Wednesday, March 19, 2008

Wellcome Image Awards 2008

From the website: Selected by a team of expert judges from recent acquisitions by Wellcome Images, the winning pictures show a wide variety of subjects, normally invisible to the naked eye, revealing new layers of complexity and making the ordinary extraordinary.

View the Award-winning images in the online gallery or in person, listen to interviews with their creators and find out how they were made. You may also like to vote online for your favourite image, or submit your images for a chance to win at next year's Awards.

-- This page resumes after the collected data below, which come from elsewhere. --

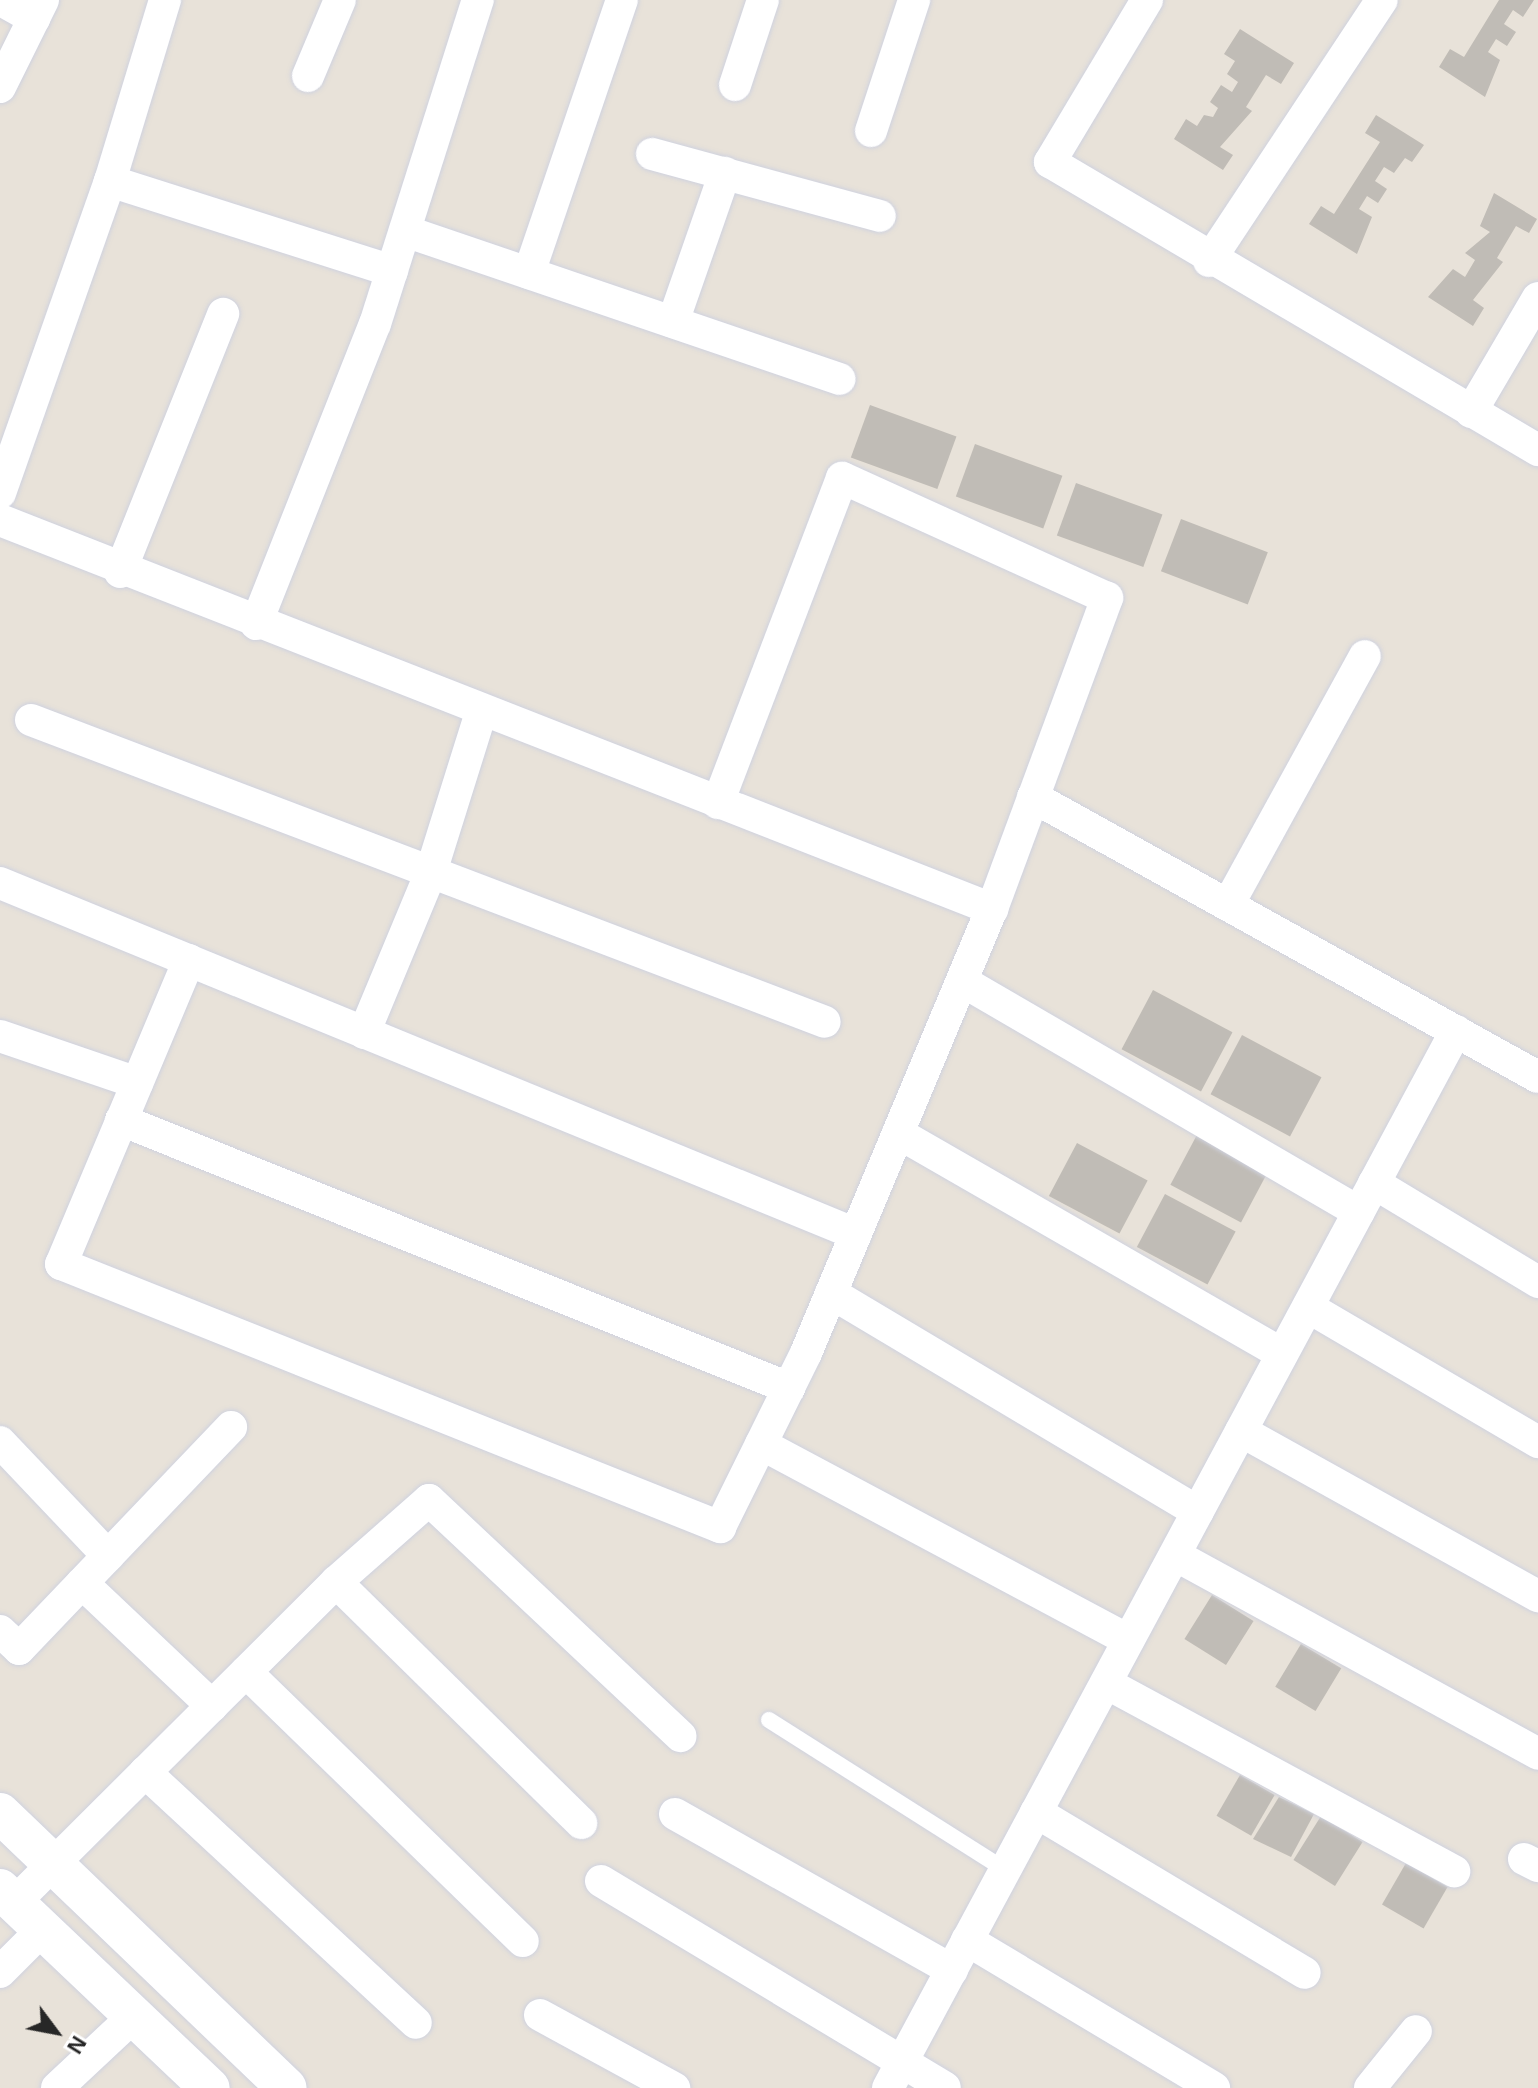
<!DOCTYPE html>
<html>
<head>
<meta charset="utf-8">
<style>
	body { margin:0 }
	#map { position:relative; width:1538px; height:2088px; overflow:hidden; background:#e8e2d9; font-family:Helvetica,sans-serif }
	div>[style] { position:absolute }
	.building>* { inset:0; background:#c0bcb6; transform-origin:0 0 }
	.roads { filter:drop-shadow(0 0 2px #cfd2df) drop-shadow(0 0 2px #cfd2df) }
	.service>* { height:16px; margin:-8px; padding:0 8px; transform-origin:8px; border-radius:8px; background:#fff }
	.minor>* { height:32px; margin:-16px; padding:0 16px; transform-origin:16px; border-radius:16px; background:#fff }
	.tertiary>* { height:40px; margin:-20px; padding:0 20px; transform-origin:20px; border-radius:20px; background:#fff }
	span { translate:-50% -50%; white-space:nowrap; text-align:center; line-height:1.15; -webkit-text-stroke:8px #fff; paint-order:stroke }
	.north { position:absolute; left:16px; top:1992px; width:80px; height:80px; -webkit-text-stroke:6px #fff; paint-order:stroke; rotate:122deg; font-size:22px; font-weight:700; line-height:32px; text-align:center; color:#272727 }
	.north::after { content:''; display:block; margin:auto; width:28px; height:36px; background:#272727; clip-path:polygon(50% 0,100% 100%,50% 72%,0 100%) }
</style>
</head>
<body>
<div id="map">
	<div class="building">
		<i style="clip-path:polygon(1499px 0,1534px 0,1523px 17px,1513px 10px,1504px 24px,1516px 32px,1507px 46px,1496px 39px,1488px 52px,1500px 60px,1485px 97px,1439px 67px,1450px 49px,1464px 57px)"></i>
		<i style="clip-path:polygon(1240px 29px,1294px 63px,1281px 84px,1266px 75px,1246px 107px,1252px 111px,1220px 147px,1233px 155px,1223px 170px,1174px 139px,1186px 119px,1197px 126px,1204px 115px,1213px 117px,1218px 108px,1210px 102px,1221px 85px,1232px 92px,1238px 82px,1227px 74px,1235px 61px,1224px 54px)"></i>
		<i style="clip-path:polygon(1376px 115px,1424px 145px,1412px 162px,1405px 158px,1394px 173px,1384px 167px,1375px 181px,1387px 189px,1378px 203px,1367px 196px,1359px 209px,1372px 217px,1357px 254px,1309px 224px,1321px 206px,1334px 214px,1380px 142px,1365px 133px)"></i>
		<i style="clip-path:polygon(1494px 193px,1537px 219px,1529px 233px,1516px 226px,1497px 258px,1503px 262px,1473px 300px,1484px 308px,1473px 326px,1428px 297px,1453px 269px,1465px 277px,1475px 260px,1465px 253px,1490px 232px,1480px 226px)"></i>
		<i style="left:870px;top:405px;width:92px;height:56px;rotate:20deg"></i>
		<i style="left:975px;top:444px;width:93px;height:56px;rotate:20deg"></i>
		<i style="left:1076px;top:483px;width:92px;height:56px;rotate:20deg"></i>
		<i style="left:1181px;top:519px;width:93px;height:56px;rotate:21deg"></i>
		<i style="left:1153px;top:990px;width:90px;height:67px;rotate:28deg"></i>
		<i style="left:1242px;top:1035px;width:90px;height:67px;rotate:28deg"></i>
		<i style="left:1199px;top:1131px;width:80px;height:61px;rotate:28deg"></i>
		<i style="left:1077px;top:1143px;width:80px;height:60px;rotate:28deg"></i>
		<i style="left:1165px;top:1194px;width:80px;height:60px;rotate:28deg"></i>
		<i style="left:1212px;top:1595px;width:49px;height:52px;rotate:32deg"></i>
		<i style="left:1301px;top:1644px;width:47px;height:50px;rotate:31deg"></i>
		<i style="left:1240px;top:1775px;width:40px;height:47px;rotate:30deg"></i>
		<i style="clip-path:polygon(1279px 1797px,1314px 1814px,1291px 1857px,1253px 1839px)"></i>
		<i style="left:1321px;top:1816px;width:49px;height:52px;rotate:32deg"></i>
		<i style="left:1406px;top:1863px;width:48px;height:48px;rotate:30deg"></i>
	</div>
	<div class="roads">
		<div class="service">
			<i style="left:769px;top:1720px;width:280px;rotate:32.4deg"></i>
		</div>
		<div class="minor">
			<i style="left:1px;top:0;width:38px;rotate:29deg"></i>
			<i style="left:1147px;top:0;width:189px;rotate:120.9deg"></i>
			<i style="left:1050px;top:162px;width:567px;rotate:30.55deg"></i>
			<i style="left:308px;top:76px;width:82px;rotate:-67.2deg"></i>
			<i style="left:735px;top:85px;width:89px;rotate:-71.8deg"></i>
			<i style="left:0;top:87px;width:97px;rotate:-63.7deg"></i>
			<i style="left:871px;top:131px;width:138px;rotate:-71.8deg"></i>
			<i style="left:652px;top:154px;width:236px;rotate:15.2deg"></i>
			<i style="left:110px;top:181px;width:296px;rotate:17.7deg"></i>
			<i style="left:405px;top:231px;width:459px;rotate:18.8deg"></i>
			<i style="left:1209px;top:261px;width:313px;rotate:-56.5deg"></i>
			<i style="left:529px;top:273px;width:288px;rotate:-71.2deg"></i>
			<i style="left:673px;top:322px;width:158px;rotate:-70.8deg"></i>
			<i style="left:1471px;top:412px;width:132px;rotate:-59.6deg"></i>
			<i style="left:0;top:493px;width:331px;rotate:-70.6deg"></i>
			<i style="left:110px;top:181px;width:189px;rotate:-73.1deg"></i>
			<i style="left:0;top:520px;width:1066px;rotate:21.41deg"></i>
			<i style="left:120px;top:572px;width:278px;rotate:-68.2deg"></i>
			<i style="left:256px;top:624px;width:323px;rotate:-68.4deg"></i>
			<i style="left:375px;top:324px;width:340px;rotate:-72.4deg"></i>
			<i style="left:31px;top:720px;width:849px;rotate:20.82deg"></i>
			<i style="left:1033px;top:797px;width:577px;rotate:29.01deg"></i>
			<i style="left:0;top:883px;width:925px;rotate:22.3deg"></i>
			<i style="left:1228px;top:905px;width:284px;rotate:-61.2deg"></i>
			<i style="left:189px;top:960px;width:330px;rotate:112.8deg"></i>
			<i style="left:61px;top:1264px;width:710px;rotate:21.76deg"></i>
			<i style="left:720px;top:1527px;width:194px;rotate:-63.7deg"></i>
			<i style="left:806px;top:1353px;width:481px;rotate:-67.3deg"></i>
			<i style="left:992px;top:909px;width:332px;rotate:-69.7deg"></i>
			<i style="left:1107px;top:598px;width:291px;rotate:-155.6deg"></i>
			<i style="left:842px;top:478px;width:348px;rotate:110.9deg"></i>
			<i style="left:962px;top:981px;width:459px;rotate:30.2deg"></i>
			<i style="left:364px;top:1033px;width:174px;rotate:-67.4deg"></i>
			<i style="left:431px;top:872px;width:168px;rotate:-72.6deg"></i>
			<i style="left:0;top:1036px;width:145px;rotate:18.9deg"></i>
			<i style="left:121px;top:1120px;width:720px;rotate:21.86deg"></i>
			<i style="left:898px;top:1133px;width:443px;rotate:29.9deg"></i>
			<i style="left:1374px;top:1183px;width:192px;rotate:31.1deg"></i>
			<i style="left:831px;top:1293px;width:427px;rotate:30.8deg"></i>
			<i style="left:1308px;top:1307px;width:267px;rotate:30.4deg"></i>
			<i style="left:1241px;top:1431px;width:340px;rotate:29.1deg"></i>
			<i style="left:0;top:1442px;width:157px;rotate:46.5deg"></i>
			<i style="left:761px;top:1444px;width:416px;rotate:28.1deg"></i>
			<i style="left:1175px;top:1555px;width:414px;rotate:28.7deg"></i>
			<i style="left:336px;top:1582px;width:344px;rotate:44.5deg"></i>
			<i style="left:82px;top:1583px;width:179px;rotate:43.4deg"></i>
			<i style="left:0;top:1631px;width:26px;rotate:43deg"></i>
			<i style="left:19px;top:1649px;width:307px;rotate:-46.3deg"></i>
			<i style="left:246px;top:1672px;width:386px;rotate:44.2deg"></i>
			<i style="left:1106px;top:1683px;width:396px;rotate:28.4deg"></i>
			<i style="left:145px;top:1772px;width:369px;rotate:42.8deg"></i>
			<i style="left:1036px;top:1812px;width:313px;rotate:30.9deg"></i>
			<i style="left:675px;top:1814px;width:318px;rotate:29.4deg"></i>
			<i style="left:1524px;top:1859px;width:16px;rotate:27deg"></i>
			<i style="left:601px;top:1881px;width:401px;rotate:31deg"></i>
			<i style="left:14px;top:1903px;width:455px;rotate:-44.9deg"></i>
			<i style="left:336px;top:1582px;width:124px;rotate:-41.4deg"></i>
			<i style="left:429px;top:1500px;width:345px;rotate:43.2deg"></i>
			<i style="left:967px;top:1940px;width:288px;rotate:30.9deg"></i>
			<i style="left:0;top:1972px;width:59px;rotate:-45deg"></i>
			<i style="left:540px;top:2015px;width:153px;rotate:28.6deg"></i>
			<i style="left:57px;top:2088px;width:105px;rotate:-43.1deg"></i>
			<i style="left:888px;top:2088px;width:1200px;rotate:-61.75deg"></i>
			<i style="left:1370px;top:2088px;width:73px;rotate:-51.1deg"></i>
		</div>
		<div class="tertiary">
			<i style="left:0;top:1813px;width:397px;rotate:43.8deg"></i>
			<i style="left:0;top:1889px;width:289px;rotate:43.5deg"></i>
		</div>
	</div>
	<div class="north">N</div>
</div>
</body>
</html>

Throughout history scientists have presented their findings in fascinating pictures - Hooke's 'Micrographia' for example. We present some of the latest of these offerings, astounding not only to the non-specialist, but also to those who produce these images as part of daily research and investigation.

These images have been captured using both traditional and cutting-edge imaging techniques, from the simple light microscope to the latest in computer-aided imaging. We can only look forward to the future when new advances will make possible even more astonishing pictures.

Photo: A fly on sugar crystals. Colour-enhanced image of a housefly (Musca domestica) on sugar crystals. To eat the sugar the fly releases its enzyme-containing saliva onto it, lets it digest, then sucks it all back up. Houseflies are well known for carrying gastrointestinal diseases such as Salmonella and dysentery, but they can also spread tuberculosis, anthrax and other major illnesses through their habit of visiting decaying organic matter and faeces, as well as humans and their food. Colour-enhanced scanning electron micrograph by Dave McCarthy and Annie Cavanagh.